C’est que Garnier, lui aussi, est tombé, comme beaucoup d’autres psychologues, dans une erreur assez naturelle, mais très grave. Il pense qu’une image passée peut revenir à l’occasion de la perception de la même image. « Cette reconnaissance, dit-il[1], peut accompagner une conception, si celle-ci est la représentation d’un objet que nous ayons perçu autrefois ; mais elle peut aussi s’en séparer ; il peut y avoir conception sans reconnaissance, comme dans l’exemple du musicien (qui conçoit quelquefois une mélodie qu’il croit nouvelle, sans reconnaître qu’il l’a déjà entendue), et reconnaissance sans conception, comme lorsque, en présence d’une seconde perception du même objet, il m’arrive de le reconnaître. » Dans plusieurs traités de psychologie, on donne le nom de souvenir simple (que l’on distingue du souvenir par association) à cet acte par lequel on reconnaît avoir eu autrefois la perception actuelle.

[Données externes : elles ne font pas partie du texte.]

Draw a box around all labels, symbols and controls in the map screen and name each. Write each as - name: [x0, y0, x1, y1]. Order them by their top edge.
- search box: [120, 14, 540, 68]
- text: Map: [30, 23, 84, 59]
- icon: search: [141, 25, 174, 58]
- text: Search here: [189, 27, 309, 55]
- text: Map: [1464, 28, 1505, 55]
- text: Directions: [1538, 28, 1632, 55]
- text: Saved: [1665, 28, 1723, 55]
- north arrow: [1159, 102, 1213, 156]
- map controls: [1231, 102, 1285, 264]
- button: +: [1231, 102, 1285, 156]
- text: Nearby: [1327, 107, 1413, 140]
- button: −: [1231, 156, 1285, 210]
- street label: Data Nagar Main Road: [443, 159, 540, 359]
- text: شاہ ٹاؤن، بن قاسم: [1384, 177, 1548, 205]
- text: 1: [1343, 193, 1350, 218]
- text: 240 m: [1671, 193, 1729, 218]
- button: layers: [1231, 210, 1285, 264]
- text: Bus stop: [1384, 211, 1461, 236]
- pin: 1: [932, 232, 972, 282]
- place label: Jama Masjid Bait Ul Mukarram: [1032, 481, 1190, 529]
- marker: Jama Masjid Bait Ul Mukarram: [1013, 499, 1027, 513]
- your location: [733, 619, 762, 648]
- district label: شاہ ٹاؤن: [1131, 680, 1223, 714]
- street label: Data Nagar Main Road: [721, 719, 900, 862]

La même erreur gît au fond de la loi dite de ressemblance, en vertu de laquelle le semblable rappellerait le souvenir du semblable. Ainsi, un portrait vous fait songer à l’original ; à plus forte raison, conclut-on, le fera l’original lui-même. S’il en était ainsi, comme tout souvenir est une. conception, il s’ensuit qu’on devrait avoir en même temps la perception et la conception du même objet. Or c’est ce que nous avons démontré être impossible[2]. La perception efface complètement, en l’absorbant, la conception.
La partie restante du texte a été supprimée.